• **WHAT THE TASK REQUIRES**
In the listing below, count every line that contains "white". Give nothing but the number.
=======
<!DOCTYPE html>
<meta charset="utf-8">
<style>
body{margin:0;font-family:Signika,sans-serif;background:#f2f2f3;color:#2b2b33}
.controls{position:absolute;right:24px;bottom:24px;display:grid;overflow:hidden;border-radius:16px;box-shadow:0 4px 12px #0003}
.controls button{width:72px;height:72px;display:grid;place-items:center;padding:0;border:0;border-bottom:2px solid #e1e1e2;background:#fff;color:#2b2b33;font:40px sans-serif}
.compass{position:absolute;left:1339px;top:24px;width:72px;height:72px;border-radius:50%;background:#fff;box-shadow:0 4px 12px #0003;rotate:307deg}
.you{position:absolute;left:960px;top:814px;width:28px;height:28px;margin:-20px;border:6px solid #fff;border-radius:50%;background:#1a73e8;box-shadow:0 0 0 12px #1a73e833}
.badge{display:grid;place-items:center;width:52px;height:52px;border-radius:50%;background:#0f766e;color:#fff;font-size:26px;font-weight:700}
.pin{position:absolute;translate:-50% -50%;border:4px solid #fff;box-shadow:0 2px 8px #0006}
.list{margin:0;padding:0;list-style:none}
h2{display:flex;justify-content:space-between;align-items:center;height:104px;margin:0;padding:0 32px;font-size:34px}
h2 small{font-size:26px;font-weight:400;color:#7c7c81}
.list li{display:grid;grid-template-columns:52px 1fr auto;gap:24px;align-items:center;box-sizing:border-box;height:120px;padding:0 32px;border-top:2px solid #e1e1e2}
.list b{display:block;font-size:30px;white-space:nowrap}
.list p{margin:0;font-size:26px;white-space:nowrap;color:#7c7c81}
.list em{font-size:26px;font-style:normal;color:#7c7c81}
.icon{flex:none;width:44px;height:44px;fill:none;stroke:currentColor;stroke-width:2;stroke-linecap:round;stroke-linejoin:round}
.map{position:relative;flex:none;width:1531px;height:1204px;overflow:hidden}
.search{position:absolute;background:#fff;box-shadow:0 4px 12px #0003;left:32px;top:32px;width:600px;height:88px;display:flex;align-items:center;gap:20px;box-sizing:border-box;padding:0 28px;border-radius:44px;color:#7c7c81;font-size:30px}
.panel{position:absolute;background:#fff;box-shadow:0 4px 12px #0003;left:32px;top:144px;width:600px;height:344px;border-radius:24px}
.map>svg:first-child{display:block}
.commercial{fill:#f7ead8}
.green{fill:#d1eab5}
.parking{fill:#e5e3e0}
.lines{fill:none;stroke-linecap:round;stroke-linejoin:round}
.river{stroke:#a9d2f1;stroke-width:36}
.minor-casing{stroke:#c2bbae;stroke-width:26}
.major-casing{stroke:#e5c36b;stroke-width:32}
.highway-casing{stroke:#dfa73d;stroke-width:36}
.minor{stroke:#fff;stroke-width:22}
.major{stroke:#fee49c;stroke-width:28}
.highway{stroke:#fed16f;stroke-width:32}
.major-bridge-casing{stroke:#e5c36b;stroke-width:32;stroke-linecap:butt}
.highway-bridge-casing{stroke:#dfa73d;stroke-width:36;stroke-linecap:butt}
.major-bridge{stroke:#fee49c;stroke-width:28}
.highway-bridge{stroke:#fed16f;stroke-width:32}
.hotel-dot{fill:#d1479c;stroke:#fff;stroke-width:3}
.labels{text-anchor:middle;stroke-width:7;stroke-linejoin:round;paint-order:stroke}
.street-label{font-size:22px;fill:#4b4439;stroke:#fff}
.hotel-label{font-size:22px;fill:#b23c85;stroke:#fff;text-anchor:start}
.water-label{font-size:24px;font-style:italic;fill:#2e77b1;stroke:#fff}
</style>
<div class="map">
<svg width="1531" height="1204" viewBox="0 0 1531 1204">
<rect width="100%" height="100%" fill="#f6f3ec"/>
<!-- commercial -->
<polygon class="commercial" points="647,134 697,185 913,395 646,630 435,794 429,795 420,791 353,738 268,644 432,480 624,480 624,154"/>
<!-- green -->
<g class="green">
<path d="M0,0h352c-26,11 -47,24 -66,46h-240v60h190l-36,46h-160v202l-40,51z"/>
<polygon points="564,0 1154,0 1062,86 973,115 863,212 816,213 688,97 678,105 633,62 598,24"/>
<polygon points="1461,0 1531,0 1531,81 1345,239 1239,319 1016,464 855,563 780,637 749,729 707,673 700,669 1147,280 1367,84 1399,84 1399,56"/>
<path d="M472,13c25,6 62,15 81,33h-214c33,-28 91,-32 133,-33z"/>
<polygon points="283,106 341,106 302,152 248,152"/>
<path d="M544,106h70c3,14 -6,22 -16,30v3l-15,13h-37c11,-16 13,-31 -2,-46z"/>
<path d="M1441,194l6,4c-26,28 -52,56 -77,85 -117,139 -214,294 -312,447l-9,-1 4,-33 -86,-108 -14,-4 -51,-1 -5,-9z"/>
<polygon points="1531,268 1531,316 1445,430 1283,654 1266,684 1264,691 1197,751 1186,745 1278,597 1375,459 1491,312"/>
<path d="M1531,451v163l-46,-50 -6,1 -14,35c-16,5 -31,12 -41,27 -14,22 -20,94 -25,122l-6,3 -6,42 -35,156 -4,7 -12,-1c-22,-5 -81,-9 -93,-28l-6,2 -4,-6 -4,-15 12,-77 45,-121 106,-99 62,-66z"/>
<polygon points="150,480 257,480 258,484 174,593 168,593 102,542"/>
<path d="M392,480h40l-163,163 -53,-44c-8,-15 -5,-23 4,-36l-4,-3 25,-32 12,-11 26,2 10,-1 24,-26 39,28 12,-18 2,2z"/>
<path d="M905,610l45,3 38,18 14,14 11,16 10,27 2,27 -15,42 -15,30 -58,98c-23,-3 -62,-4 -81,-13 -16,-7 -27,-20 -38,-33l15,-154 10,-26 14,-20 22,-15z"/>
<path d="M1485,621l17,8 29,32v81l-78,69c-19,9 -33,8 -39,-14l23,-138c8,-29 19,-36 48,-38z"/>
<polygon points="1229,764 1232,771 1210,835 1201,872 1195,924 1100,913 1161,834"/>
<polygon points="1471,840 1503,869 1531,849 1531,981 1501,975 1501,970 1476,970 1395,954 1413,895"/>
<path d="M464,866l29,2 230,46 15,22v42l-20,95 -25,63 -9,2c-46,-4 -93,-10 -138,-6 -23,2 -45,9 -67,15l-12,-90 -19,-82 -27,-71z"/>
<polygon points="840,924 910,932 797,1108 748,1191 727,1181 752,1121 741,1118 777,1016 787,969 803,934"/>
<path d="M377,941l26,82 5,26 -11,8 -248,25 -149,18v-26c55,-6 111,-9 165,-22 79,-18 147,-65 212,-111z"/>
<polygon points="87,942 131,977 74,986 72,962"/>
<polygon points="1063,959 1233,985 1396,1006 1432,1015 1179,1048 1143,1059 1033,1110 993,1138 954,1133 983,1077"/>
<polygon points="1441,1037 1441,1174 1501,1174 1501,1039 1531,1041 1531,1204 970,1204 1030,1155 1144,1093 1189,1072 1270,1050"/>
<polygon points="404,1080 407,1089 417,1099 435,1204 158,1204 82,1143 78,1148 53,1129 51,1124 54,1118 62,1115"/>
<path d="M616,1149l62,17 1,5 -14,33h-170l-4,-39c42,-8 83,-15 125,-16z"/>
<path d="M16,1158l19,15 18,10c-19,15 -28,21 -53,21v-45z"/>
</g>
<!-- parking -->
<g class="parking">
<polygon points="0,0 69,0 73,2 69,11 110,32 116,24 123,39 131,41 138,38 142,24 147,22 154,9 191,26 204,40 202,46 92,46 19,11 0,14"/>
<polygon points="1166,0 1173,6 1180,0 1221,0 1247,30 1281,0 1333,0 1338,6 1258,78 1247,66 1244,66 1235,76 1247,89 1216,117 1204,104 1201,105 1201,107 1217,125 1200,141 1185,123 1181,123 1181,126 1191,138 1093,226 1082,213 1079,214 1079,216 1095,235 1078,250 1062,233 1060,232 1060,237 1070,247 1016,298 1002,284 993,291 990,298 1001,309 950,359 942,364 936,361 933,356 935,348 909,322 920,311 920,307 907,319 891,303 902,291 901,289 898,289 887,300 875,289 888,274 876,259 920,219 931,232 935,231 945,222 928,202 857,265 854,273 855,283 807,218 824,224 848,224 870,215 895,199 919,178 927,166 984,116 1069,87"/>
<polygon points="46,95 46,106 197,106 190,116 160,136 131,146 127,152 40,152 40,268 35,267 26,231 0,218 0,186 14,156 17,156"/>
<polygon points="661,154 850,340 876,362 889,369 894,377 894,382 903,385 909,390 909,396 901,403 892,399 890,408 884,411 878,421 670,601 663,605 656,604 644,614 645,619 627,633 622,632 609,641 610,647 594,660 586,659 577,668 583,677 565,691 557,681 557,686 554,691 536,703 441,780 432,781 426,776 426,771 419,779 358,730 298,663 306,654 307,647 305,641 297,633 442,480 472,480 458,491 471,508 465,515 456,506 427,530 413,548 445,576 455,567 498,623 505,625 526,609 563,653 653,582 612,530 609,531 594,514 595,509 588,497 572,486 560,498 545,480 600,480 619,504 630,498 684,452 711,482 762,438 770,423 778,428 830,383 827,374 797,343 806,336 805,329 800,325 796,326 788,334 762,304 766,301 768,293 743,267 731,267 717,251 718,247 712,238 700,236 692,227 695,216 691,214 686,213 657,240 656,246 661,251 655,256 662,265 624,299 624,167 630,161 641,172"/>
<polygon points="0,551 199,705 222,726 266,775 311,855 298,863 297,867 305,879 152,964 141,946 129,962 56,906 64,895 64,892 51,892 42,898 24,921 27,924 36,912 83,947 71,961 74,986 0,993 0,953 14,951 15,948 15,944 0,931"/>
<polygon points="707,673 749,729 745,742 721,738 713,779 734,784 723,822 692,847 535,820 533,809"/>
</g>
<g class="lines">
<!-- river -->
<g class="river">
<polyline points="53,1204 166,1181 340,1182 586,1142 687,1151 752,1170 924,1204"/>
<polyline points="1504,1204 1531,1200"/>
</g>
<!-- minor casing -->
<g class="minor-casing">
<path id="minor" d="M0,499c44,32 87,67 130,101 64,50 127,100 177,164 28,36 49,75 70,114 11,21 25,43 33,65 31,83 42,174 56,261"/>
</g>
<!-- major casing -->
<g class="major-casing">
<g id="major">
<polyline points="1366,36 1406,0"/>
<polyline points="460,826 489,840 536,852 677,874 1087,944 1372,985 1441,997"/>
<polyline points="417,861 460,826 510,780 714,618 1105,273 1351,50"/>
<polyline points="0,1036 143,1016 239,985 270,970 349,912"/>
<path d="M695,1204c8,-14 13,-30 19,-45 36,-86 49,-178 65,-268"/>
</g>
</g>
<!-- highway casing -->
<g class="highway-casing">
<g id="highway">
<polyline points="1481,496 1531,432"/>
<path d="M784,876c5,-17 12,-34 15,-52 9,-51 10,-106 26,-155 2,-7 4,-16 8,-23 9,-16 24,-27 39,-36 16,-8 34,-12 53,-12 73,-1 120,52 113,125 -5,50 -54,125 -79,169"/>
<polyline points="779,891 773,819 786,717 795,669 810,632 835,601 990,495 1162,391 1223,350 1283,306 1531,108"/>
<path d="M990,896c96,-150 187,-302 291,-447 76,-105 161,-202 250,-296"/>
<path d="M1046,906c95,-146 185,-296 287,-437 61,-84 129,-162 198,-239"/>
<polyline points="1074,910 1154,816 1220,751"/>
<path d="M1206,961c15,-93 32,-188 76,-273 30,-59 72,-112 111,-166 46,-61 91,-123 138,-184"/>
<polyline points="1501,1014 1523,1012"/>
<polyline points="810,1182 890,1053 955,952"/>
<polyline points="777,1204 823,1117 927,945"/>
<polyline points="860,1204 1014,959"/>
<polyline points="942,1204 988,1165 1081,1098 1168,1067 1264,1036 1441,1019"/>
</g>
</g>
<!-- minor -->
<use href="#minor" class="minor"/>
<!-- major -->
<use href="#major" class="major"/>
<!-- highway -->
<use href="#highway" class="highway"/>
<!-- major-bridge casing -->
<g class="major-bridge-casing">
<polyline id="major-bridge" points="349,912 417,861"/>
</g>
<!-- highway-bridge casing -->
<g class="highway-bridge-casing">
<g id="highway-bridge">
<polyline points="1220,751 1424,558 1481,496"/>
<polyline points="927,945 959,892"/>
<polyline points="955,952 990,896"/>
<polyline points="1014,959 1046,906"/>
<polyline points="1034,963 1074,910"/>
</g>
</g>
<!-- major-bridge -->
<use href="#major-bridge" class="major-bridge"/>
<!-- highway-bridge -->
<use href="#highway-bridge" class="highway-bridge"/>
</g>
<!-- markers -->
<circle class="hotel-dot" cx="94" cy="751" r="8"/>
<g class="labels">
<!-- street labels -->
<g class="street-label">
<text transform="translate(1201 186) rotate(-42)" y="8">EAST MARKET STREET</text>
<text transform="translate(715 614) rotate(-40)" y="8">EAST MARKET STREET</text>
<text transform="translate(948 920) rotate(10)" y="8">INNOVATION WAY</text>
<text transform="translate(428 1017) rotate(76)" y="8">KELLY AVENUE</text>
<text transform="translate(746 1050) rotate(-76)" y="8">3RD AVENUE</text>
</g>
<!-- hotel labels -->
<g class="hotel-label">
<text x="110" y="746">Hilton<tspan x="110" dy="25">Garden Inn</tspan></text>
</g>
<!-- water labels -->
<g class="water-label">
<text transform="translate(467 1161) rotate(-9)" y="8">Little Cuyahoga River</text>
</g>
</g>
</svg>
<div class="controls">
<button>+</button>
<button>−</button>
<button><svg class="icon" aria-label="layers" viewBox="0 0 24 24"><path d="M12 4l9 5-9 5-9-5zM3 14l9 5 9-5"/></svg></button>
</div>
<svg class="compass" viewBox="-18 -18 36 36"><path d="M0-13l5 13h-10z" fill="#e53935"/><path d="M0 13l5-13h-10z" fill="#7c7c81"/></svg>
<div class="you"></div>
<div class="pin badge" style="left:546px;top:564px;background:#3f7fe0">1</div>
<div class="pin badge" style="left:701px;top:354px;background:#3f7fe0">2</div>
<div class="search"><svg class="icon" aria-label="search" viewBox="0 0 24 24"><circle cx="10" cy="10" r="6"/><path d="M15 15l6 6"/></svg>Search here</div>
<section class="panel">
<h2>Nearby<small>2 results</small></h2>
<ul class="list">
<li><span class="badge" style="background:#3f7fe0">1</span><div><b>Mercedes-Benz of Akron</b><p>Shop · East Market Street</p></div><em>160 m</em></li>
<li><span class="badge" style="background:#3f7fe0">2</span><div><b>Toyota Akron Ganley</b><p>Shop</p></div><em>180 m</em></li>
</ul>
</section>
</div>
=======
• **EXERCISE SOLUTION**
2